Display Tab 1: The system is using the generic video driver. Please install video driver provided by the hardware manufacturer. Direct3D functionality not available. You should verify that the driver is a final version from the hardware manufacturer.
Sound Tab 1: No problems found.
Sound Tab 2: No problems found.
Music Tab: No problems found.
Input Tab: No problems found.
Network Tab: No problems found.

--------------------
DirectX Debug Levels
--------------------
Direct3D: 0/4 (n/a)
DirectDraw: 0/4 (retail)
DirectInput: 0/5 (n/a)
DirectMusic: 0/5 (n/a)
DirectPlay: 0/9 (retail)
DirectSound: 0/5 (retail)
DirectShow: 0/6 (retail)

---------------
Display Devices
---------------
Card name: 
Manufacturer: 
Chip type: 
DAC type: 
Device Key: Enum\
Display Memory: n/a
Current Mode: 1024 x 768 (32 bit) (1Hz)
Monitor: 
Monitor Max Res: 
Driver Name: vga.dll
Driver Version: 5.01.2600.0000 (English)
DDI Version: unknown
Driver Attributes: Final Retail
Driver Date/Size: 3/31/2003 13:00:00, 9344 bytes
WHQL Logo'd: Yes
WHQL Date Stamp: n/a
VDD: n/a
Mini VDD: vga.sys
Mini VDD Date: 8/4/2004 07:07:06, 20992 bytes
Device Identifier: {D7B70EE0-4340-11CF-B063-282AAEC2C835}
Vendor ID: 0x0000
Device ID: 0x0000
SubSys ID: 0x00000000
Revision ID: 0x0000
Revision ID: 0x0000
Video Accel: 
Deinterlace Caps: n/a
Registry: OK
DDraw Status: Not Available
D3D Status: Not Available
AGP Status: Not Available
DDraw Test Result: Not run
D3D7 Test Result: Not run
D3D8 Test Result: Not run
D3D9 Test Result: Not run


im far from expert but that isnt good is it. if it helps i had xp home on my laptop previously and then went to xp professional. do i need to find which video driver came with my laptop and then try and install it?


----------



## pharoah (Aug 28, 2006)

*Re: DirectX problems with Rome Total War*

open the control panel,then display.on the settings tab hit advanced.then click on the adapter tab.that will tell us exactly what video adapter you have.


----------



## jayzinho (Oct 26, 2007)

*Re: DirectX problems with Rome Total War*

under 'adapter type' is just a small picture of a chip but no information. 

Then underneath:

Chip Type: <unavailable>
DAC Type: <unavailable>
Memory Size: <unavailable> 
Apadter String: <unavailable>
Bios Information: <unavailable>


----------



## jayzinho (Oct 26, 2007)

*Re: DirectX problems with Rome Total War*

Control panel > display > settings > advanced > adapter > properties 

...

VgaSave

Device Type : Non-Plug and Play Drivers
Manufacturer : Unknown
Location : Unknown


----------



## pharoah (Aug 28, 2006)

*Re: DirectX problems with Rome Total War*

here is what im looking for.

edit:if you cant find it just list the model of that advent laptop.i will be more than glad to look it up.


----------



## jayzinho (Oct 26, 2007)

*Re: DirectX problems with Rome Total War*

you'll never guess what i managed to sort it! 

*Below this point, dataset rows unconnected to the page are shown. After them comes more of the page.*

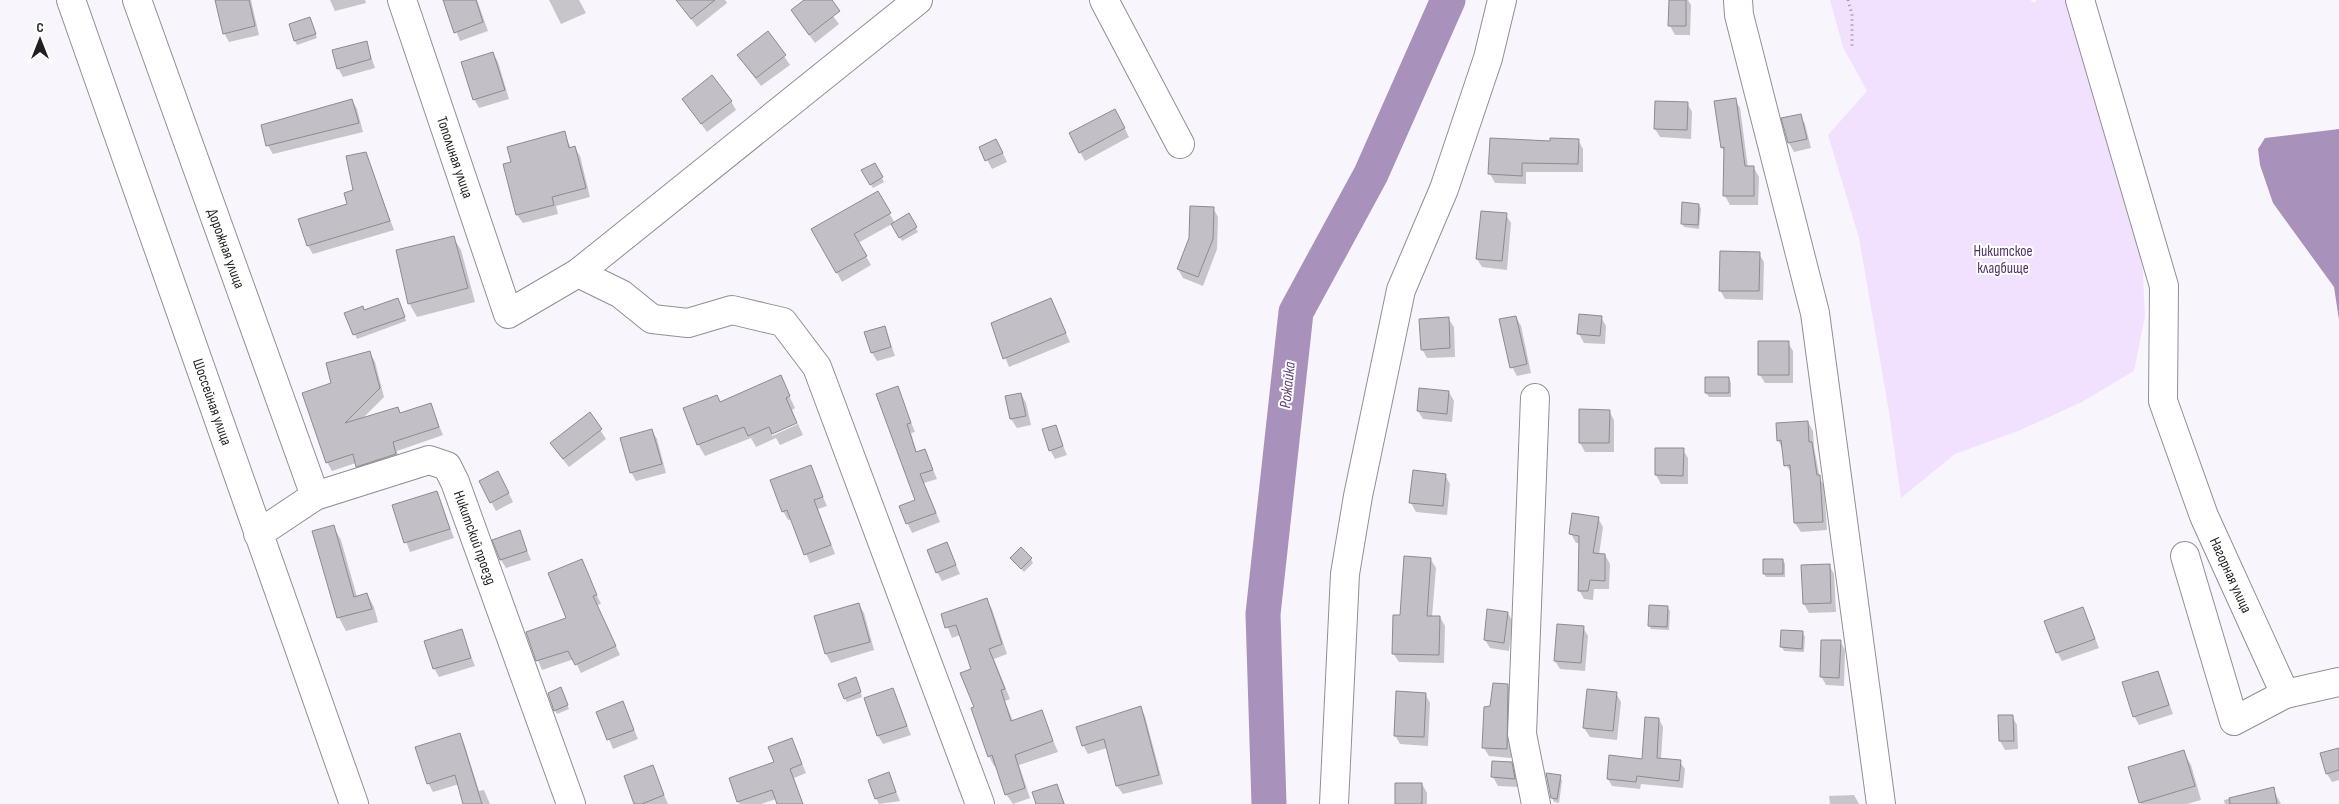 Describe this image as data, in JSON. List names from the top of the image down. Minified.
{"streets":{"street":["Тополиная улица","Дорожная улица","Шоссейная улица","Никитский проезд","Нагорная улица"]},"crossings":[["Дорожная улица","Никитский проезд"],["Шоссейная улица","Никитский проезд"]],"water":["Рожайка"],"parks":["Никитское кладбище"],"north":"top"} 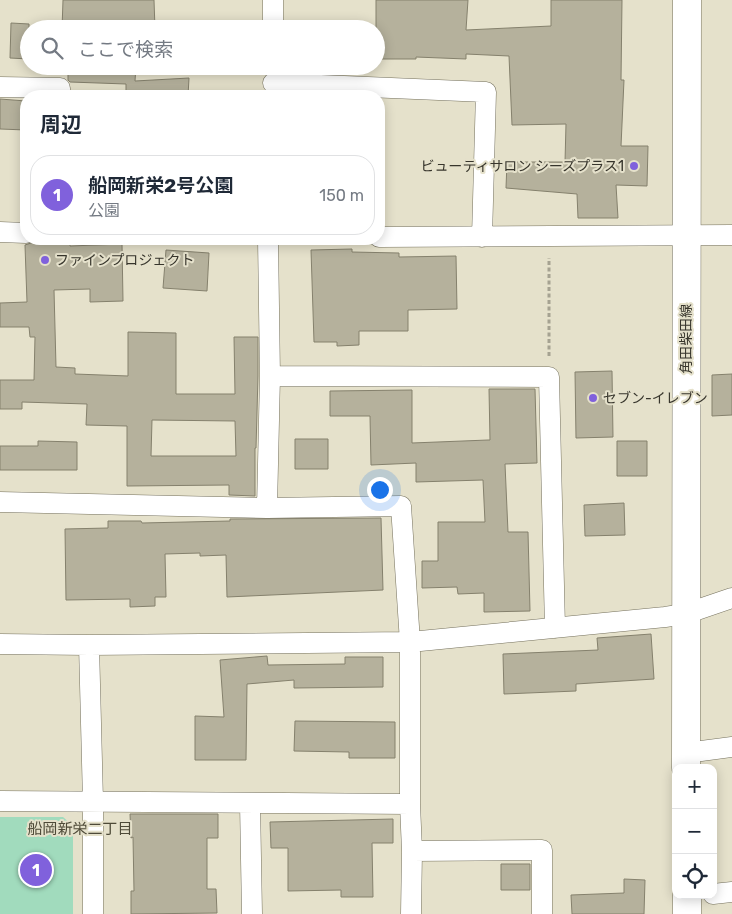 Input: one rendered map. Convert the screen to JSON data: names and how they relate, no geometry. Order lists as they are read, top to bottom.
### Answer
{
  "streets": {
    "main road": ["角田柴田線"]
  },
  "districts": ["船岡新栄二丁目"],
  "places": ["ビューティサロン シーズプラス1", "ファインプロジェクト", "セブン-イレブン"],
  "page": {
    "search": "ここで検索",
    "heading": "周辺",
    "list": [
      {
        "mark": "1",
        "name": "船岡新栄2号公園",
        "note": "公園",
        "value": "150 m"
      }
    ],
    "map_buttons": ["+", "−"],
    "pins": "1"
  }
} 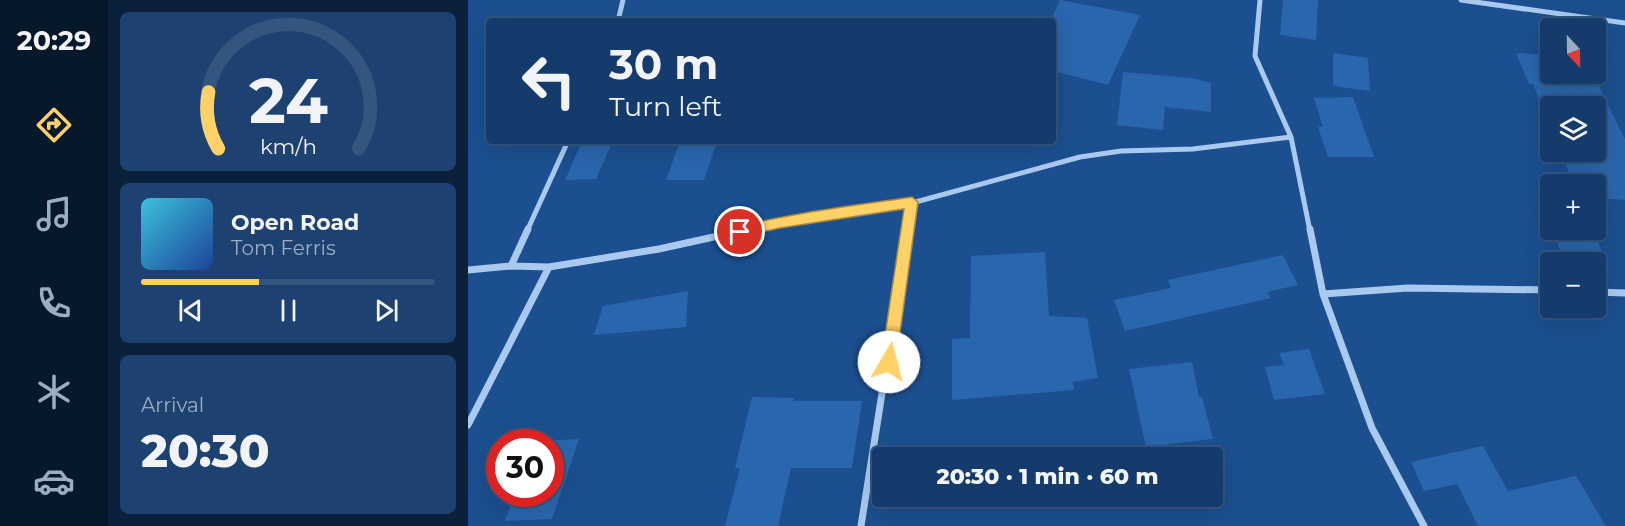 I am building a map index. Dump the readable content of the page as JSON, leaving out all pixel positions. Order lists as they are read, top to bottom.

in that dialog box above it was blank, with no details so i found out what video driver my laptop (advent 7035) comes with, and downloaded it, then install, restart, uninstalled the game, restart, reinstall, restart and tried it and it worked.

frankly, im amazed because im useless with computers, but i didnt have a clue what to do unless you'd told me what i should be looking for, pharoah. 

may the gods bless you with many, many sons. and a hot wife.


----------



## jayzinho (Oct 26, 2007)

*Re: DirectX problems with Rome Total War*

thanks again, it was really useful. im always looking up solutions for computer-related problems on the net, and cant always find what im looking for. i was sceptical about starting a thread myself because i thought it wouldn't work, but it actually came up trumps. 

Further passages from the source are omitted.